Nevada “Stripper Tax” Survives Constitutional Challenge

September 24, 2014

The Nevada Supreme Court recently held that the 2004 Live Entertainment Tax (LET) does not constitute a violation of strip clubs’ rights to freedom of speech under the First Amendment. While the plaintiffs, comprising a group of Nevada strip clubs, claimed the excise tax was discriminatory in nature, the court – despite the numerous exemptions provided to other sub-industries in the live entertainment space – ruled it constitutional.

The LET is an excise tax levied on admissions, snacks, drinks, and merchandise in the live entertainment sector. The tax rate varies, however, depending on the size of the facility hosting the event. If the occupancy capacity of the facility hosting the event is less than 7500, the applicable tax rate is 10 percent, versus five percent if the capacity is greater than or equal to 7500. A strip club, thus, falls under the 10 percent tax rate (For more details on the LET and further background on the Nevada Supreme Court hearing of this case, see our previous blog post).

The LET has caused significant contention within the live entertainment sector, the key reason being the exempt status many sub-industries, like NASCAR racing, live ambient music, and even the Burning Man festival, enjoy. The initial intention of state legislators was to enact a clean, broad-based tax. However, with the many exemptions in place, it is not surprising that contention has arisen.

In the Nevada case, Deja Vu Showgirls of Las Vegas, LLC v. Nevada Dep't of Taxation, the plaintiffs argued the LET unconstitutional based on the following key points:

  1. Freedom of expression is subject to violation;
  2. A specific form of speech is explicitly being limited, meaning adult entertainment;
  3. Numerous exemptions granted to sub-industries in the live entertainment sector make the tax no longer broad-based, specifically targeting adult entertainment;
  4. The tax is content-based, requiring taxpayers to reveal in which form of speech they participate.

However, the Nevada Supreme Court disagreed, stating that the tax does not inhibit freedom of expression; and, moreover, argued that the LET is broadly applicable, does not target the people who are actually exercising the right to freedom of expression (in this case, the stripper), and is not specifically directed toward adult entertainment.

This case is not the only legal process pertaining to taxation of strip clubs. A related ruling occurred in Texas, where a “pole tax,” a $5 per-patron admission fee at strip clubs, was at first deemed unconstitutional, but later revoked by the Texas Third Court of Appeals in May 2014.

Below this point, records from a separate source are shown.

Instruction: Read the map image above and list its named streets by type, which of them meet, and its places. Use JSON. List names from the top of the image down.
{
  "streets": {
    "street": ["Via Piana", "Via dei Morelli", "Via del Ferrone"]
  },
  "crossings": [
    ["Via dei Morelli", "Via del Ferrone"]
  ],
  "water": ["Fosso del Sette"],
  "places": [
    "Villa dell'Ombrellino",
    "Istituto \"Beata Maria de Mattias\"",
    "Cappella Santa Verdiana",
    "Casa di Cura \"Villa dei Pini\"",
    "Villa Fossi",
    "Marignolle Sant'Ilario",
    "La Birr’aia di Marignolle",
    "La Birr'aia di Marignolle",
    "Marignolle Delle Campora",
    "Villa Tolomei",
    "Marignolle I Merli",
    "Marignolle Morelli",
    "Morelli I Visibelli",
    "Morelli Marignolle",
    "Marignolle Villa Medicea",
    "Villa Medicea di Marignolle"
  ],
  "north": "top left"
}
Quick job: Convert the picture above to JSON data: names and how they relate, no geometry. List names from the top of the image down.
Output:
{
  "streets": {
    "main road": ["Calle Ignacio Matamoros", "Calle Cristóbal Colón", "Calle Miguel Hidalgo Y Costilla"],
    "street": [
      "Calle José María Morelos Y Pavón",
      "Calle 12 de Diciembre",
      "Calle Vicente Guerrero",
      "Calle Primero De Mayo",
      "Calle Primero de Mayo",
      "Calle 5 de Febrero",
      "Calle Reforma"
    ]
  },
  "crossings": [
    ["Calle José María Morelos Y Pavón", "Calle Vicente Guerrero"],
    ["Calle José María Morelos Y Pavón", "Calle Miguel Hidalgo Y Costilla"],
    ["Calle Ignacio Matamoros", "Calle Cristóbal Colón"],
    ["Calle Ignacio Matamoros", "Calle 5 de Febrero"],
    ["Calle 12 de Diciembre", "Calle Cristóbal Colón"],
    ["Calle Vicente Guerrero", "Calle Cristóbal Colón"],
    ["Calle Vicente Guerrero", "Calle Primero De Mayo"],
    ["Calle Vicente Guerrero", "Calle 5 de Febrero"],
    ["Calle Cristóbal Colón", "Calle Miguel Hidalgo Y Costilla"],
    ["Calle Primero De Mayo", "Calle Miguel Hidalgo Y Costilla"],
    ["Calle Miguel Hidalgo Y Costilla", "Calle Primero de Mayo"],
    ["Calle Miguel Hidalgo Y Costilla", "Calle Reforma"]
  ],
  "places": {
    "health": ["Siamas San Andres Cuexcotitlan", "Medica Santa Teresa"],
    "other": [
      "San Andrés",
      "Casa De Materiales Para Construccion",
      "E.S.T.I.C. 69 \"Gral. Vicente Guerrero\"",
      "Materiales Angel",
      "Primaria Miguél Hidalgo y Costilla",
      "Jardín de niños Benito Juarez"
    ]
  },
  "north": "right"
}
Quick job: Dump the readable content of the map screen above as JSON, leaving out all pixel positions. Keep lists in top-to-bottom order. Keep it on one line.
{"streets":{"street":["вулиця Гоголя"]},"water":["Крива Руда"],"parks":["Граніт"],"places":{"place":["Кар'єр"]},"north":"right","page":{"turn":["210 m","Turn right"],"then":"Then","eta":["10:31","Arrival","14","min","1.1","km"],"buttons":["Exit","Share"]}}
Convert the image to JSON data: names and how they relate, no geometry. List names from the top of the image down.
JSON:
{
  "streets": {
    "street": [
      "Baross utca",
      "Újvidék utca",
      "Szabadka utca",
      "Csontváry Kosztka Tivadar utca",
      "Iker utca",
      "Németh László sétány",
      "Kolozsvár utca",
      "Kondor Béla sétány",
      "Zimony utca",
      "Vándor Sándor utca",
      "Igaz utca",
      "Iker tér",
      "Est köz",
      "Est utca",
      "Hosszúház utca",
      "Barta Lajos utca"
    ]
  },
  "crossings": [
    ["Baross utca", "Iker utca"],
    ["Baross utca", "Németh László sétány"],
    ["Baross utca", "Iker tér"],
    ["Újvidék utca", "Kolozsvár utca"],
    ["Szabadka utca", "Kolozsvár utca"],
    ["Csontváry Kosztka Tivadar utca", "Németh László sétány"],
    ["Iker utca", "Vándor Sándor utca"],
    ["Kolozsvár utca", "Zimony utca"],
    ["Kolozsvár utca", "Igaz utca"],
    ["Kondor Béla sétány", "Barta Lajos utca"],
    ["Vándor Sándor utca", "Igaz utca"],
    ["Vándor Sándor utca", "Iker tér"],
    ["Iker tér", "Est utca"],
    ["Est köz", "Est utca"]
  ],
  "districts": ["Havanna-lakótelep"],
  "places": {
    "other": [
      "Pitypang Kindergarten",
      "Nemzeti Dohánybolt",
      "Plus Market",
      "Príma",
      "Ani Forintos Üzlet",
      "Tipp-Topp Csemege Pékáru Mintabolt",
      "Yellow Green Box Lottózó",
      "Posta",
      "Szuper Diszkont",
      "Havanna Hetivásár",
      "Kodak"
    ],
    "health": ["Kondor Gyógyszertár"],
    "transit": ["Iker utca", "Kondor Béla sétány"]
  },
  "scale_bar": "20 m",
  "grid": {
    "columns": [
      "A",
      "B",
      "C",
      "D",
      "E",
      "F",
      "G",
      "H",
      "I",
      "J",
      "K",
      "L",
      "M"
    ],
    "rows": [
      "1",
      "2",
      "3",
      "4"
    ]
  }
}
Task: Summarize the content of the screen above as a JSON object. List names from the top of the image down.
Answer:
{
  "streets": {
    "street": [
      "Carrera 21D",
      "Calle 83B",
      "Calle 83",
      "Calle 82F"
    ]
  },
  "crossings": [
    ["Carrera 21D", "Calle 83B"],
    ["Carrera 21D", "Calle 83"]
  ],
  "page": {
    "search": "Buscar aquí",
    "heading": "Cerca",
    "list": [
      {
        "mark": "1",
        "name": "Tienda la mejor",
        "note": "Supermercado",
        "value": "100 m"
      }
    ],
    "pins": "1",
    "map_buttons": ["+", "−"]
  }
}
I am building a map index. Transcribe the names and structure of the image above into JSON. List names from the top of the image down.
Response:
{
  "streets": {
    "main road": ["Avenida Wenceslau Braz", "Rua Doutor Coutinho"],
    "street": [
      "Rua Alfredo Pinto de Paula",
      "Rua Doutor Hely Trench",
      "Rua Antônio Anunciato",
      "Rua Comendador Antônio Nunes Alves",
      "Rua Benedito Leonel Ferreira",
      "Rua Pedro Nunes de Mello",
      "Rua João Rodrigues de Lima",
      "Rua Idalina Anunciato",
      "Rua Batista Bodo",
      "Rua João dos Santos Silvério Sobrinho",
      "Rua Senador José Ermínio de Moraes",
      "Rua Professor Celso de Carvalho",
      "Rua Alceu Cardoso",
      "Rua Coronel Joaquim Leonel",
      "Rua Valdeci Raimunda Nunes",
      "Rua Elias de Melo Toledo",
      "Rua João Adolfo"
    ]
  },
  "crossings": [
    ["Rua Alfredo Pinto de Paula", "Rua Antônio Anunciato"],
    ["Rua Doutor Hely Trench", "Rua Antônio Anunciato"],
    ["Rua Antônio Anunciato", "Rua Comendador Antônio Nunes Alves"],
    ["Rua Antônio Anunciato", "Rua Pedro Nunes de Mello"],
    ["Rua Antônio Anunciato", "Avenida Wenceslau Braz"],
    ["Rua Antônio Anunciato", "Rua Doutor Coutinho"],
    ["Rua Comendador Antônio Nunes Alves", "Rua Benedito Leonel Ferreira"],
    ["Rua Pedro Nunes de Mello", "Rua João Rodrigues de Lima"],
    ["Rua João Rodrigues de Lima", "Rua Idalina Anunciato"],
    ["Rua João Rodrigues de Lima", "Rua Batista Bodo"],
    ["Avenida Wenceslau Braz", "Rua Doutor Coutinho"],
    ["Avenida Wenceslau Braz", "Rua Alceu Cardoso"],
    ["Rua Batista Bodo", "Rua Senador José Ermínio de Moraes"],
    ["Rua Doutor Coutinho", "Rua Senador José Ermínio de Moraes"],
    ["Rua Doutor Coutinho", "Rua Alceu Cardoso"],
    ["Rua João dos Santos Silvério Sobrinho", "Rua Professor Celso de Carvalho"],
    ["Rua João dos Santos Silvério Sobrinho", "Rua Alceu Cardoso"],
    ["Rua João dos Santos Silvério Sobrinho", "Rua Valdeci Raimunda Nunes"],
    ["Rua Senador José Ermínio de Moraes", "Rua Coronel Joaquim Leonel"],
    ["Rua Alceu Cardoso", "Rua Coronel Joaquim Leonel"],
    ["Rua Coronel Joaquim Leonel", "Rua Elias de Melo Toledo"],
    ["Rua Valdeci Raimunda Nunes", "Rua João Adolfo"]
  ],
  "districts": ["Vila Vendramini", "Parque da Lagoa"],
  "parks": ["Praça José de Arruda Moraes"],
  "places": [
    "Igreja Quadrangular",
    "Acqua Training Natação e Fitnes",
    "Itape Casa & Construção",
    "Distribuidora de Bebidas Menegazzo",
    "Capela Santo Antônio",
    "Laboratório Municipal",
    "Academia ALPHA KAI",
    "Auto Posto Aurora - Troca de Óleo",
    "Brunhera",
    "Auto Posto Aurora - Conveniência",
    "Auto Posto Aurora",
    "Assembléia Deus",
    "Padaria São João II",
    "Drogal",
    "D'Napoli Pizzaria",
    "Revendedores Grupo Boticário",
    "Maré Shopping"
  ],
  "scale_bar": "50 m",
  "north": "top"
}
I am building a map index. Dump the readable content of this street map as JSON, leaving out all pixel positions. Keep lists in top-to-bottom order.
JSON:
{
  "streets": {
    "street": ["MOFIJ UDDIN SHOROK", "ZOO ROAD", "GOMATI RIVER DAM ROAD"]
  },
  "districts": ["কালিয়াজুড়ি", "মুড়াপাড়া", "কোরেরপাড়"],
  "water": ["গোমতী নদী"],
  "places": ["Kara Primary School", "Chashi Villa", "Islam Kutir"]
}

Regardless of whether these state-levied taxes are unconstitutional, the key consideration is if this tax effectively raises revenues in a way that minimizes economic harm, given its relatively narrow base. Tax structures with a broad base and low rates are fundamental to a robust tax policy. A narrow tax base, on the contrary, can stir speculation with respect to the use of a tax as a political instrument to disfavor a specific group, as in the case of strip clubs in Nevada. This is as true of narrow tax privileges (like Nevada’s recent mega-deal with Tesla) as of narrow excise taxes. Ultimately, the purpose of the tax code is not to enable policymakers to pick favorites or make social policy, but to raise revenue with minimal economic distortions. On that test, regardless of its constitutionality, Nevada’s “stripper tax,” like many excise taxes, doesn’t perform very well.